However, the other major story from this year's race was Frenchman Julian Alaphilippe. He was known for his ability in one-day races, and his early-stage wins, while well-executed, were not unexpected. However, as fans of the Tour de France have often noted, "Yellow gives you wings," and Alaphilippe exceeded all expectations, holding the yellow jersey for 14 days and keeping fans and competitors on edge.

SEE: Tips for building and advancing your leadership career (free PDF) (TechRepublic)

Like cyclists, we're awash in data about how our teams are performing, and it's easy to forget intangibles like morale, vision, organization support, and inspiration. These are much harder to measure but can have a very real impact, for better or worse.
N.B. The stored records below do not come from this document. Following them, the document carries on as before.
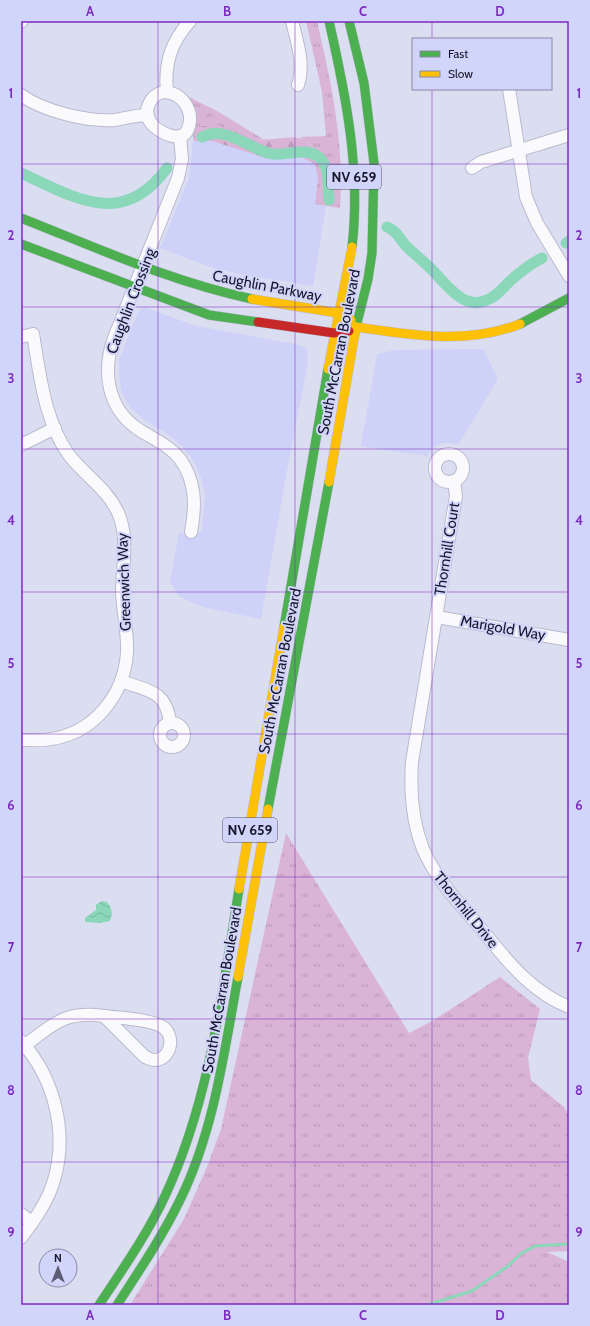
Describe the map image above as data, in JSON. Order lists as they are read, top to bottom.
{
  "streets": {
    "main road": ["NV 659", "Caughlin Parkway", "South McCarran Boulevard"],
    "street": [
      "Caughlin Crossing",
      "Thornhill Court",
      "Greenwich Way",
      "Marigold Way",
      "Thornhill Drive"
    ]
  },
  "crossings": [
    ["Caughlin Parkway", "Caughlin Crossing"],
    ["Caughlin Parkway", "South McCarran Boulevard"],
    ["Thornhill Court", "Marigold Way"],
    ["Thornhill Court", "Thornhill Drive"],
    ["Marigold Way", "Thornhill Drive"]
  ],
  "legend": ["Fast", "Slow"],
  "north": "top",
  "grid": {
    "columns": [
      "A",
      "B",
      "C",
      "D"
    ],
    "rows": [
      "1",
      "2",
      "3",
      "4",
      "5",
      "6",
      "7",
      "8",
      "9"
    ]
  }
}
If you can understand the effects these intangibles have on your teams and combine that with the hard science of data, you'll have a winning combination.

Master these leadership lessons

Whether you enjoy cycling, consider some of the leadership, management, and team dynamics on display during the Tour de France. Much like our working lives are not won and lost during a single event, the Tour de France provided a 23-day microcosm of some of the challenges and opportunities we face as leaders. Luckily, unlike the Tour de France, there's room for all of us on the winner's podium should we master these lessons. 

Also see

By Patrick Gray

Patrick Gray works for a global Fortune 500 consulting and IT services company and is the author of Breakthrough IT: Supercharging Organizational Value through Technology as well as the companion e-book The Breakthrough CIO's Companion. He has spent ...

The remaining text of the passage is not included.